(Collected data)
§ §
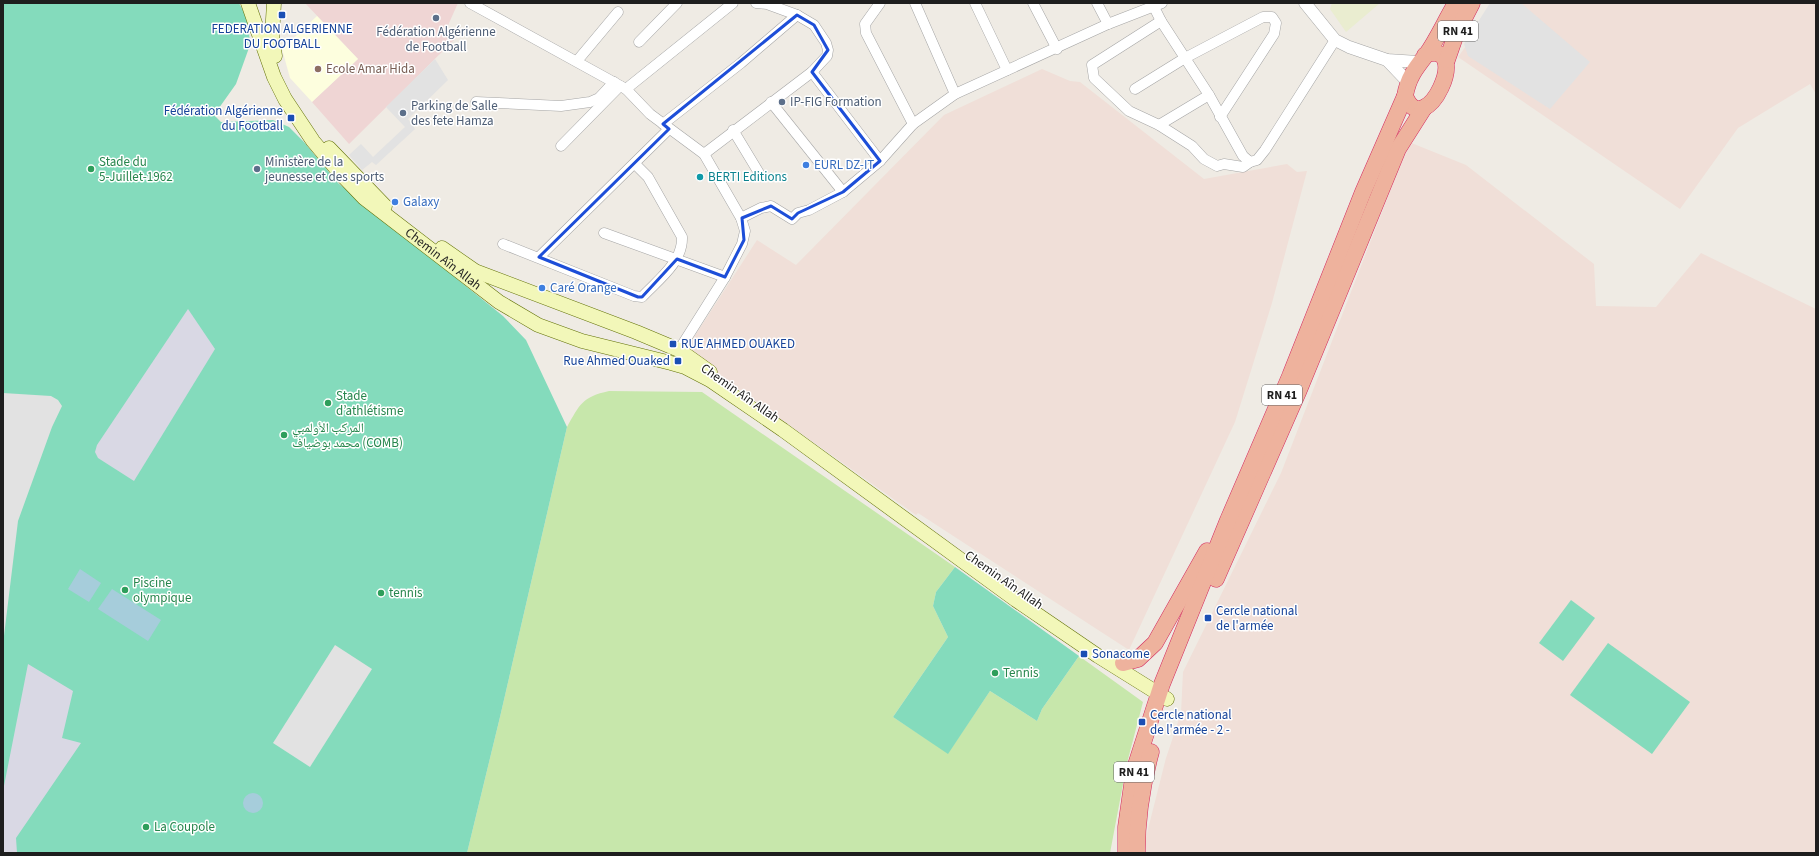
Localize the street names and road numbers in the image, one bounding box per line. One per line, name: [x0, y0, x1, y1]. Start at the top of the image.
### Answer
road number: RN 41: [1438, 21, 1478, 41]
street label: Chemin Aîn Allah: [401, 224, 485, 294]
street label: Chemin Aîn Allah: [697, 359, 783, 427]
road number: RN 41: [1262, 385, 1302, 405]
street label: Chemin Aîn Allah: [961, 546, 1047, 614]
road number: RN 41: [1114, 762, 1154, 782]

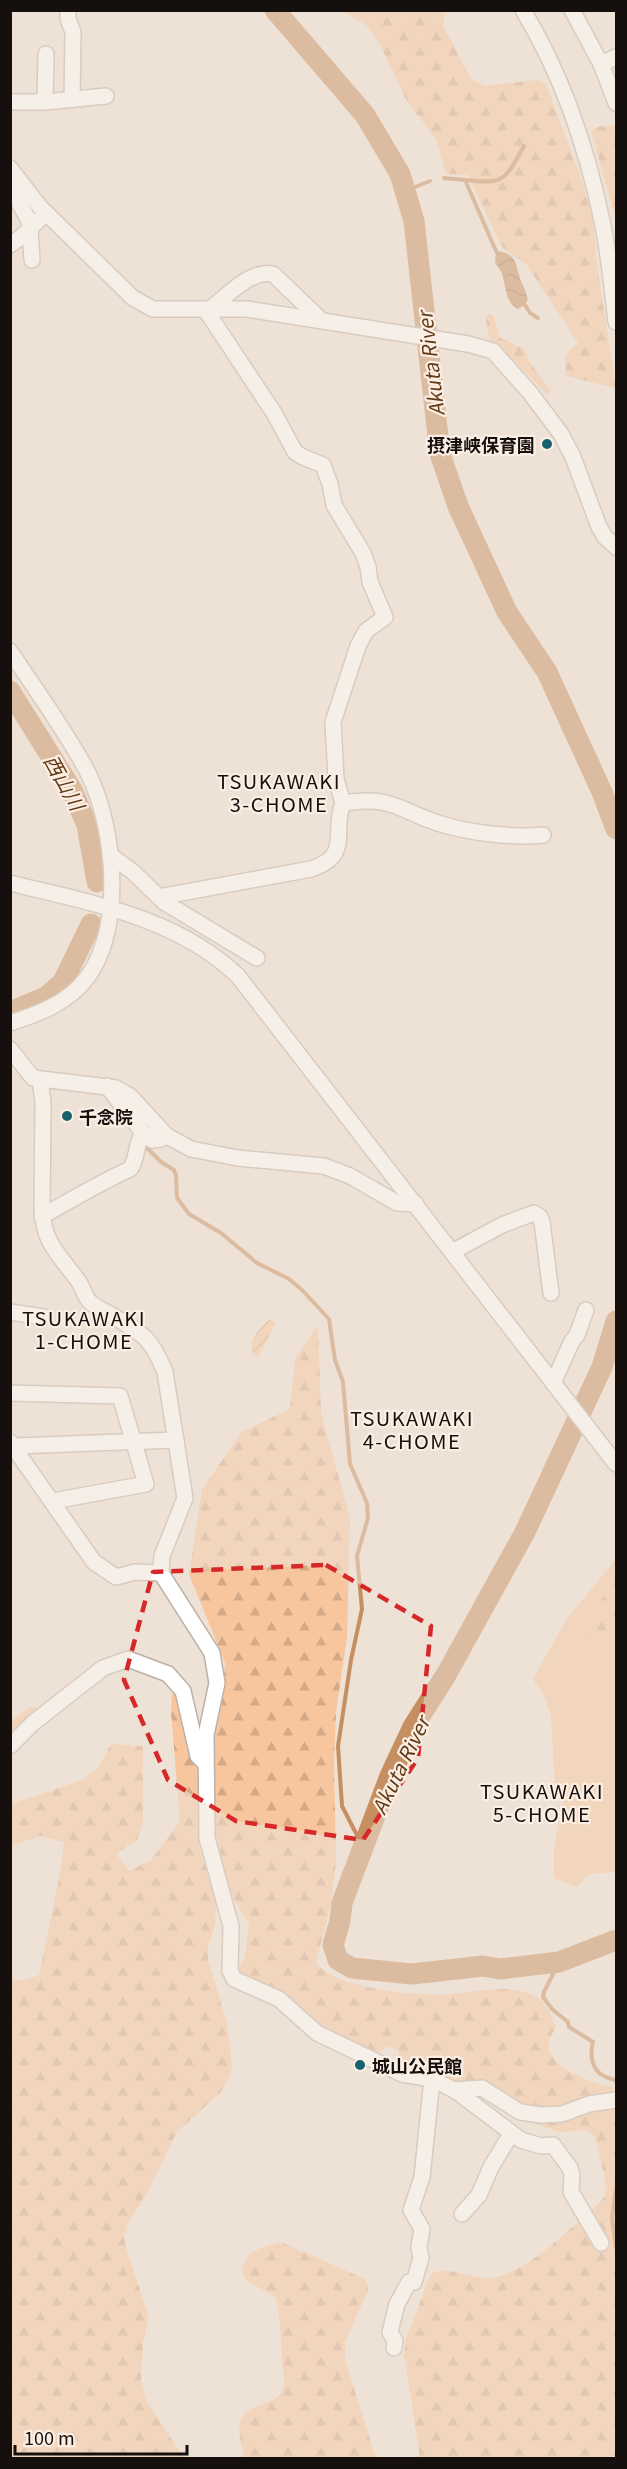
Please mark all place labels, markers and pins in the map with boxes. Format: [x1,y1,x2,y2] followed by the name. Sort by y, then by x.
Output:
[427,431,535,457] place label: 摂津峡保育園
[540,437,554,451] marker: 摂津峡保育園
[79,1103,133,1129] place label: 千念院
[60,1109,74,1123] marker: 千念院
[372,2052,462,2078] place label: 城山公民館
[353,2058,367,2072] marker: 城山公民館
§ §
What to work on
Pictures stay out. Print the lines of the records above exactly, from the first through the one with "Please mark all".

Solved exercise
Localize the street names and road numbers in the image, one bounding box per line. One per line, name: [x0, y0, x1, y1]. Start at the top of the image.
### Answer
road number: RN 41: [1438, 21, 1478, 41]
street label: Chemin Aîn Allah: [401, 224, 485, 294]
street label: Chemin Aîn Allah: [697, 359, 783, 427]
road number: RN 41: [1262, 385, 1302, 405]
street label: Chemin Aîn Allah: [961, 546, 1047, 614]
road number: RN 41: [1114, 762, 1154, 782]

Please mark all place labels, markers and pins in the map with boxes. Format: [x1,y1,x2,y2] followed by the name. Sort by y, then by x.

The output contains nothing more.